Donna K. Baldwin filed an action in Hillsborough County against Pinellas County (the County) for the inverse condemnation of her land located wholly within Hillsborough County. The County moved to dismiss the action for improper venue, claiming its home venue privilege. The circuit court denied the motion, and the County appeals.1 Because Ms. Baldwin’s complaint for inverse condemnation invoked the sword-wielder exception to the County’s home venue privilege, we affirm.
*368I. THE FACTS AND PROCEDURAL HISTORY
Ms. Baldwin owns real property located in Hillsborough County. Her land is adjacent to land owned by Pinellas County. The County’s land, which is also located in Hillsborough County, has previously been used as a borrow pit. In December 2010, Ms. Baldwin filed an action asserting a claim for inverse condemnation against the County in the Hillsborough County Circuit Court.2 In her complaint, Ms. Baldwin alleged that the County had taken her property in'violation of article X, section 6, of the Florida Constitution by causing the land to be permanently flooded. Ms. Baldwin concluded her complaint by demanding that the circuit court determine that the County had unlawfully taken her land and empanel a jury to determine the amount of compensation required to be paid to her.
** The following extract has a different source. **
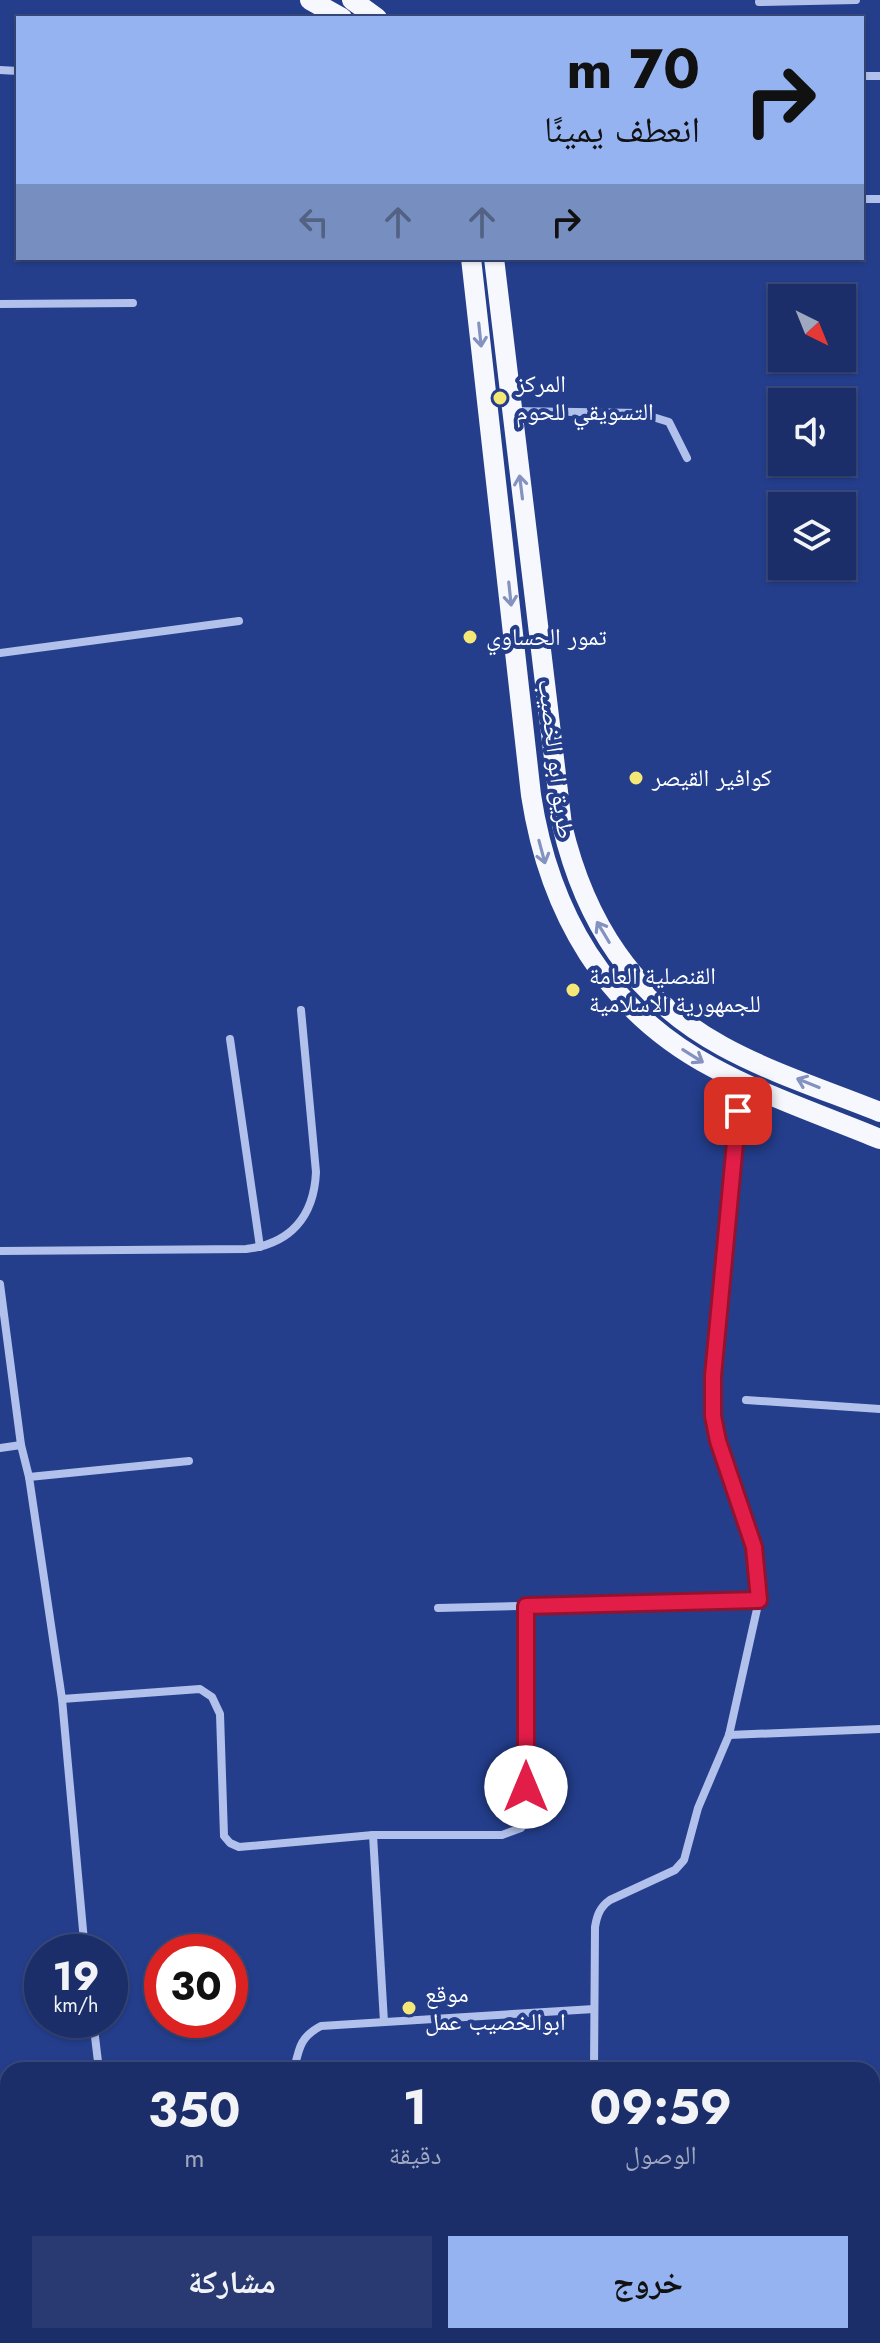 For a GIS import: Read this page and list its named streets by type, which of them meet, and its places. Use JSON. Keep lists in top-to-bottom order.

The County moved to dismiss the complaint for improper venue and claimed its home venue privilege. The County also asserted that the complaint failed to state a cause of action for inverse condemnation. In support of its motion, the County argued that the complaint failed to allege that the County had undertaken any governmental action outside the limits of its jurisdiction in Hillsborough County.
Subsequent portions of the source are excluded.